What you should do: From the entries, filter out every line that lacks "position" and copy the rest.

(Stored data)
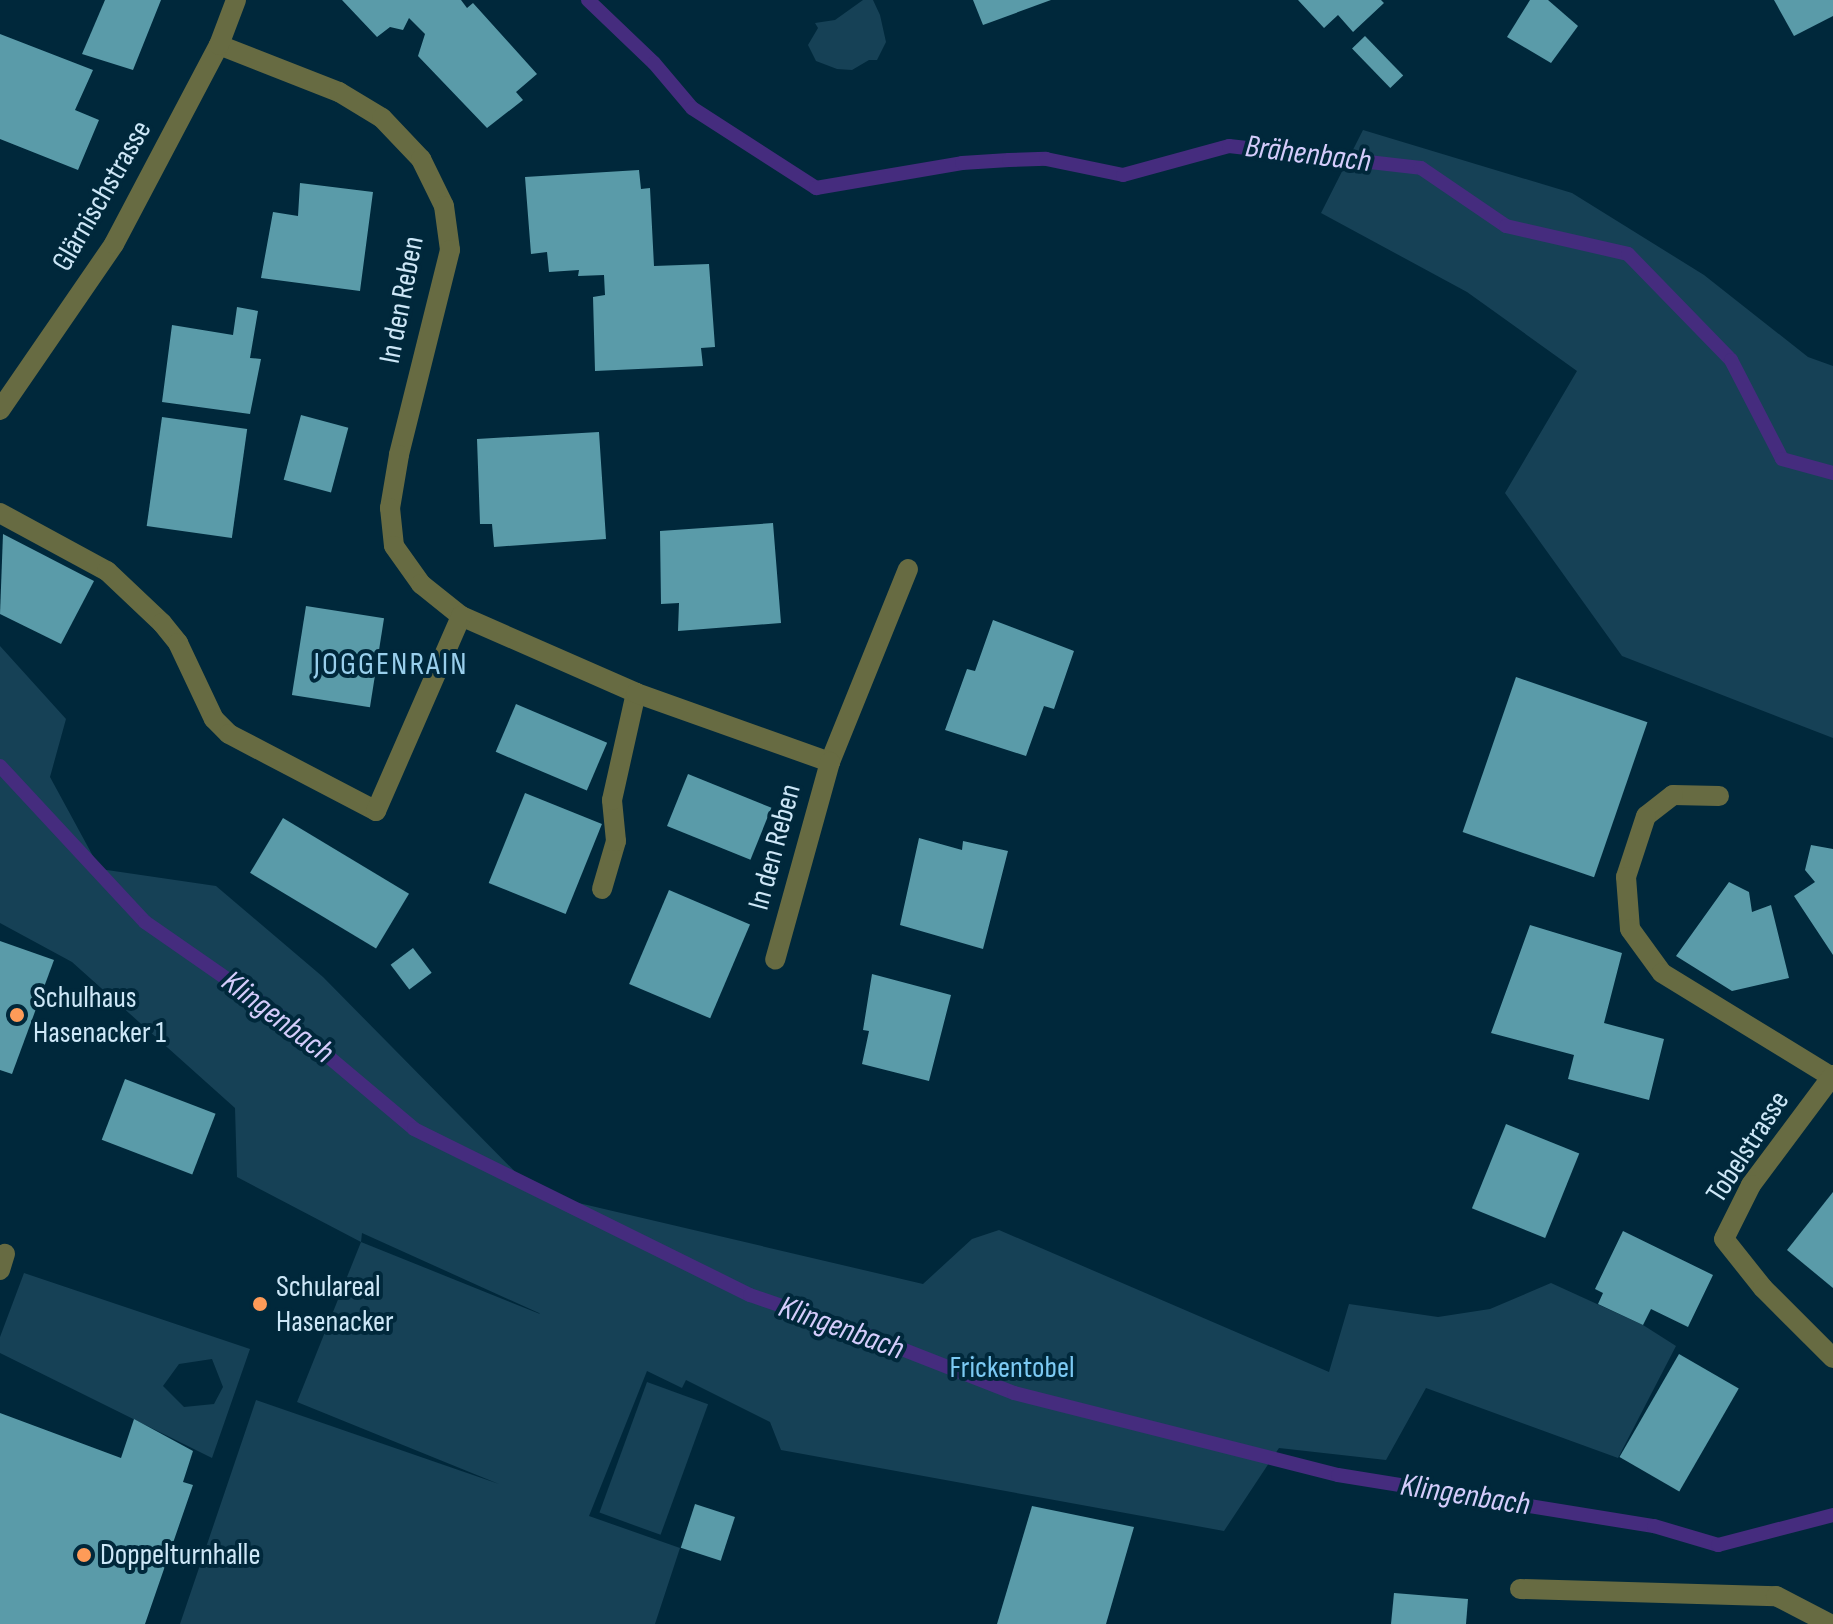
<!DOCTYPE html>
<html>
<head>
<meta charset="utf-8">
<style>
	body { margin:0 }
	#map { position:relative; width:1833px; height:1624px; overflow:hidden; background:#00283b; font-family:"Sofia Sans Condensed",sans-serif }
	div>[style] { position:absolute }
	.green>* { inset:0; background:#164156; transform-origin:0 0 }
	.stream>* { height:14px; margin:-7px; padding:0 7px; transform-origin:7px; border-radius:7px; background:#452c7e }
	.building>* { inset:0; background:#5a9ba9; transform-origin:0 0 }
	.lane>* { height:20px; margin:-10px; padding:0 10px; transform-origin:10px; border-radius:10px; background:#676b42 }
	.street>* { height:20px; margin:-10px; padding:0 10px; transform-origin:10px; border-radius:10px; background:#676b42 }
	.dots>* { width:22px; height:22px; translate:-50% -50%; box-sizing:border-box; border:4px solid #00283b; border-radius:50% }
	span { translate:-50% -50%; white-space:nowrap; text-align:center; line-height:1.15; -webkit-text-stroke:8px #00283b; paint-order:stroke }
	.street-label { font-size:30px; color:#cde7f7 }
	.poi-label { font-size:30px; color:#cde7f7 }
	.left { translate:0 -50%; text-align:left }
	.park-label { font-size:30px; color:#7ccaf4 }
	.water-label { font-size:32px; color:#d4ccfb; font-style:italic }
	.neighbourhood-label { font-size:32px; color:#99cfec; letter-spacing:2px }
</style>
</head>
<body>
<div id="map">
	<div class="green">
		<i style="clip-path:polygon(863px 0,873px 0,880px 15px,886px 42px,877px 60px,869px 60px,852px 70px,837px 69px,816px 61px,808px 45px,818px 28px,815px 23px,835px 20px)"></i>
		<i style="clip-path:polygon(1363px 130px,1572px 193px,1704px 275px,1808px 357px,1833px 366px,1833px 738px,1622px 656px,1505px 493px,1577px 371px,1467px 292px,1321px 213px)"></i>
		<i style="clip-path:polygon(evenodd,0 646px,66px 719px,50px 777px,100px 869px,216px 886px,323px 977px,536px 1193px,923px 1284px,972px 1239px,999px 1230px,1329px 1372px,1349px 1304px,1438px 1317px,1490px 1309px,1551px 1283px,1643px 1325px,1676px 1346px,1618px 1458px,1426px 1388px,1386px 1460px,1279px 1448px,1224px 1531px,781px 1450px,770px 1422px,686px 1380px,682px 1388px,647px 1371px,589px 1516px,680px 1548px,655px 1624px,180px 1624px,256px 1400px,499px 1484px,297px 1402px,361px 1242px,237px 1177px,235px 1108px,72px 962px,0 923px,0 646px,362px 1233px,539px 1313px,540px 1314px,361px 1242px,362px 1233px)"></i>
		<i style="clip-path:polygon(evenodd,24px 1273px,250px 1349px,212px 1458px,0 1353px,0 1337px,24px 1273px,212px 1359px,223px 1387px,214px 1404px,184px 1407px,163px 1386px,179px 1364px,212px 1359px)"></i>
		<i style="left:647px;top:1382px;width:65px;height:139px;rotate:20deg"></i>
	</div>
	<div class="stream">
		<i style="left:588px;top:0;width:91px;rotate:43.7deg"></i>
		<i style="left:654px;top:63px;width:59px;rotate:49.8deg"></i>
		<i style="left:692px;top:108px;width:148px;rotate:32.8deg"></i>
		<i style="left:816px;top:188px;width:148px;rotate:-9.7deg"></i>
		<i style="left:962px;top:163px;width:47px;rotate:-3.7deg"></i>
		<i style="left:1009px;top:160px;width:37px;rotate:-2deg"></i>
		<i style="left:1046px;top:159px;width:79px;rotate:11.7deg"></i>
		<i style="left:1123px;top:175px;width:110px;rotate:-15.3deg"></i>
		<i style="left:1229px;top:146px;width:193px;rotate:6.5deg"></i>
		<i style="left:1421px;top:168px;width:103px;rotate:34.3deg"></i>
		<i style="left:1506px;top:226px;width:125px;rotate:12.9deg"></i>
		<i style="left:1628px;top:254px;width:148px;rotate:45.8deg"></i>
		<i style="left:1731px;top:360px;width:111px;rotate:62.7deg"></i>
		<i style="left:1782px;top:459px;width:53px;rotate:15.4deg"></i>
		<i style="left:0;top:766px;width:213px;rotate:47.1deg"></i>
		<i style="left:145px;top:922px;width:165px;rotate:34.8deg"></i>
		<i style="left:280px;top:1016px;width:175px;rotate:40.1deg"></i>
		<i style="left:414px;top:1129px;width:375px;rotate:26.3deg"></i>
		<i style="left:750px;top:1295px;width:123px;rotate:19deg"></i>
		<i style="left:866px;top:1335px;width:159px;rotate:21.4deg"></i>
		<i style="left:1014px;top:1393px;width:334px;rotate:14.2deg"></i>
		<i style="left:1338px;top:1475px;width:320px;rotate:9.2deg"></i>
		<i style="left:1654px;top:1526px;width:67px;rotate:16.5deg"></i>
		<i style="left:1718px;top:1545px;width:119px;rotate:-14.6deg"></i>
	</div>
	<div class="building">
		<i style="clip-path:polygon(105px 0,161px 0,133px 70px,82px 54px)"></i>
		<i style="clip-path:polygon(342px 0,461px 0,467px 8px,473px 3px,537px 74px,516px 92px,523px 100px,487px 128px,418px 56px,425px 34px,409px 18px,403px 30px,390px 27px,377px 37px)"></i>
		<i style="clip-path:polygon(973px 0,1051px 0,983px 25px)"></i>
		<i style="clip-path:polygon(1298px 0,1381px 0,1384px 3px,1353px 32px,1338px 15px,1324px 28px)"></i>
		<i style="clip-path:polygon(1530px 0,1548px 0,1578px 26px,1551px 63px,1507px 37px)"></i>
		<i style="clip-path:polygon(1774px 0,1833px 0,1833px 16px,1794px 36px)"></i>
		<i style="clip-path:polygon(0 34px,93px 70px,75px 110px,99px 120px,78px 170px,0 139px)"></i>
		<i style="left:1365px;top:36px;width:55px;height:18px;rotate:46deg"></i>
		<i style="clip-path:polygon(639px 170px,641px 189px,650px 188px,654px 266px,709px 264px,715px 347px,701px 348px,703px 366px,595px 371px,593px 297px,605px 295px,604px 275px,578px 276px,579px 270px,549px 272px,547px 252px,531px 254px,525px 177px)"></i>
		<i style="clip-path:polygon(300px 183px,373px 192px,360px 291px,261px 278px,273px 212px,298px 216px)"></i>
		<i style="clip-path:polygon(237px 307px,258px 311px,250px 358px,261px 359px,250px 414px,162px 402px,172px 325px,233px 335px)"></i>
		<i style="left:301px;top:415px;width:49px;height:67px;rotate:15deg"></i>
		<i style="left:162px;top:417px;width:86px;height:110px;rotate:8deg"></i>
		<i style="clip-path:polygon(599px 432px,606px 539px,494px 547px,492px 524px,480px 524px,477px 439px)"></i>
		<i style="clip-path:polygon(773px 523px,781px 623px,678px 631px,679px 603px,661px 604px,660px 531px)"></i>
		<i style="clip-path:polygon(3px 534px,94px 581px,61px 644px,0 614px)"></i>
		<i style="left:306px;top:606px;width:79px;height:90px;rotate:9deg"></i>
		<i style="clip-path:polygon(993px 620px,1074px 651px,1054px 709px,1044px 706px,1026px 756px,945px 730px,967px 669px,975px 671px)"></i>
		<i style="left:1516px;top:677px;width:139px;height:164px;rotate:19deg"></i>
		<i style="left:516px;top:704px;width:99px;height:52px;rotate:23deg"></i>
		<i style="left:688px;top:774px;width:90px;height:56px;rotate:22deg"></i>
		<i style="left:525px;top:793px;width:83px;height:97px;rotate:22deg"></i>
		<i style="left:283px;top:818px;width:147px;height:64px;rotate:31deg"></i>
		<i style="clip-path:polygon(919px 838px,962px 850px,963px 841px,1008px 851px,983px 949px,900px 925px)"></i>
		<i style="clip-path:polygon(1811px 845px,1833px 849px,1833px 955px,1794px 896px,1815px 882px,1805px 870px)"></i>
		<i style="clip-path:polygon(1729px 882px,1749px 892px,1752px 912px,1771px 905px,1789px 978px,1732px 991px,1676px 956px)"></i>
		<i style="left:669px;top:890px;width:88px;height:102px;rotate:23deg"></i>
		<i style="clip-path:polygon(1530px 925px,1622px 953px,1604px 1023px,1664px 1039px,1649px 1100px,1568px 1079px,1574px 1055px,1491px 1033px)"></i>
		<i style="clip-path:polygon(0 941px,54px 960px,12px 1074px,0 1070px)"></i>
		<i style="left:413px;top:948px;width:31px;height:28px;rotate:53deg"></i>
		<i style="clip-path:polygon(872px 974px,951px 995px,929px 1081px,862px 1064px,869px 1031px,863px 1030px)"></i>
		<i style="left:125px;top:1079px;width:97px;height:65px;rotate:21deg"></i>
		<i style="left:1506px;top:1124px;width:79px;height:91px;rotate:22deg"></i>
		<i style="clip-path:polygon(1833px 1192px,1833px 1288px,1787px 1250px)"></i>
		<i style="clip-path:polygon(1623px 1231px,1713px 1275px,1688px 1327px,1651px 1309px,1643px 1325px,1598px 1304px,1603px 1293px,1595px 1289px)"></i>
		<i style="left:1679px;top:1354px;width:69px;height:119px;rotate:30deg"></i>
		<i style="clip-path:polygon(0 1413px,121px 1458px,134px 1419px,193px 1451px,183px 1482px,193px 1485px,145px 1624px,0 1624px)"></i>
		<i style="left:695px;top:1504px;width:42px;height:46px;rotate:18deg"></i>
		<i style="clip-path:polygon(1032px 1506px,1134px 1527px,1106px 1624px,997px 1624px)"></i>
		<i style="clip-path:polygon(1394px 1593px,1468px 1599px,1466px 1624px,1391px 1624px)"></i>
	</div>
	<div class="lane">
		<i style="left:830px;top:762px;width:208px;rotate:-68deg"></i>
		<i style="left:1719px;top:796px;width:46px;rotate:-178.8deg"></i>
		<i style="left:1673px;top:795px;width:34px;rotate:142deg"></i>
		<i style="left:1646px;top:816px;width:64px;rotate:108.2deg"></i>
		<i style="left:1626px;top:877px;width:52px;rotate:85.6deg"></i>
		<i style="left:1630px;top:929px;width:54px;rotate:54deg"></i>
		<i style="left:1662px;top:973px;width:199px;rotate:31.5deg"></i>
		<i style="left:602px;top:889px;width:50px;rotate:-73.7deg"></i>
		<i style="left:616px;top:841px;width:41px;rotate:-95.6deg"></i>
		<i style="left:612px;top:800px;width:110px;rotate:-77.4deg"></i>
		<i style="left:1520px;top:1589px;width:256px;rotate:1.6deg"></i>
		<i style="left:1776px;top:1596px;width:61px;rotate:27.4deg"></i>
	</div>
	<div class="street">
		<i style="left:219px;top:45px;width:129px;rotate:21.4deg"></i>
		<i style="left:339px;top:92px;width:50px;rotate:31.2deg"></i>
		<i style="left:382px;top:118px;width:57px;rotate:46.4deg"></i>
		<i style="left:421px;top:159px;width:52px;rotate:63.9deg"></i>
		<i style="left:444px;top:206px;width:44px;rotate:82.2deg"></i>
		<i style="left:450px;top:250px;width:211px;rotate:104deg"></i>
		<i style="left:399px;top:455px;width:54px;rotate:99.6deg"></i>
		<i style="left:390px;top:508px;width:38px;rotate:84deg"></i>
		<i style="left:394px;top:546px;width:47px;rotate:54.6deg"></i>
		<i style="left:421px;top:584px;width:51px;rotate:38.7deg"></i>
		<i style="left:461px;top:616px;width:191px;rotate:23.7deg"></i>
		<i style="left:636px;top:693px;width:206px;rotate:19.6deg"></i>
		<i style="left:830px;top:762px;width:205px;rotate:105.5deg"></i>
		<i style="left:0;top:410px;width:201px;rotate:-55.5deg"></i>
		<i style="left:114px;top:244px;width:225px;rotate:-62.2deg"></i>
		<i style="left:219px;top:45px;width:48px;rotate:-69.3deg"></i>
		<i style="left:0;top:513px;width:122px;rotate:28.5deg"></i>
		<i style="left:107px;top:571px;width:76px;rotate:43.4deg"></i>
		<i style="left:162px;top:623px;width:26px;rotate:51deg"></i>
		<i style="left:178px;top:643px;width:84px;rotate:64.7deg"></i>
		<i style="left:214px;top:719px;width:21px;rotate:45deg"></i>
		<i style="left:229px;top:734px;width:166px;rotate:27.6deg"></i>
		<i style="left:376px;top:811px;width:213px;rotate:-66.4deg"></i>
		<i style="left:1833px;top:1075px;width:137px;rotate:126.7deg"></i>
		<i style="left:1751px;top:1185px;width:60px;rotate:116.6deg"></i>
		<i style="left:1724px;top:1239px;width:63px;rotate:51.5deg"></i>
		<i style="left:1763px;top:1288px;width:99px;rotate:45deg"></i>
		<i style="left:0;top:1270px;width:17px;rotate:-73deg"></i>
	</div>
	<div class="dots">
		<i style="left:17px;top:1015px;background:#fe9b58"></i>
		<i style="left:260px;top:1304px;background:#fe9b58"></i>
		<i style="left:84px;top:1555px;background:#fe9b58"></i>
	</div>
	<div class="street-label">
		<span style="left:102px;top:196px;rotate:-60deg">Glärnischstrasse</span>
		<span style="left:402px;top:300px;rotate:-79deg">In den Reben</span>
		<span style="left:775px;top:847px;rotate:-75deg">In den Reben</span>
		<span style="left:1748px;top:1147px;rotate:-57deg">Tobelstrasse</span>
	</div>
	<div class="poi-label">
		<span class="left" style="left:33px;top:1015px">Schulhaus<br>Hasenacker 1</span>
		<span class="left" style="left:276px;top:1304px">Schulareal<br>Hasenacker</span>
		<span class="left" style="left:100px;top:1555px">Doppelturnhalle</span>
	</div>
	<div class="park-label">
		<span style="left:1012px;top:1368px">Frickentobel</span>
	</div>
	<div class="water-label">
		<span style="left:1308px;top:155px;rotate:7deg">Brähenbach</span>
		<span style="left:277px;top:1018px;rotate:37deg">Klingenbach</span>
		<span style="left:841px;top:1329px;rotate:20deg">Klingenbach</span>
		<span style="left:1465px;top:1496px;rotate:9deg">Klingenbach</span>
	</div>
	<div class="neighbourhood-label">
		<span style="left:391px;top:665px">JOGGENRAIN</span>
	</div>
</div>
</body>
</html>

Response to this task:
	#map { position:relative; width:1833px; height:1624px; overflow:hidden; background:#00283b; font-family:"Sofia Sans Condensed",sans-serif }
	div>[style] { position:absolute }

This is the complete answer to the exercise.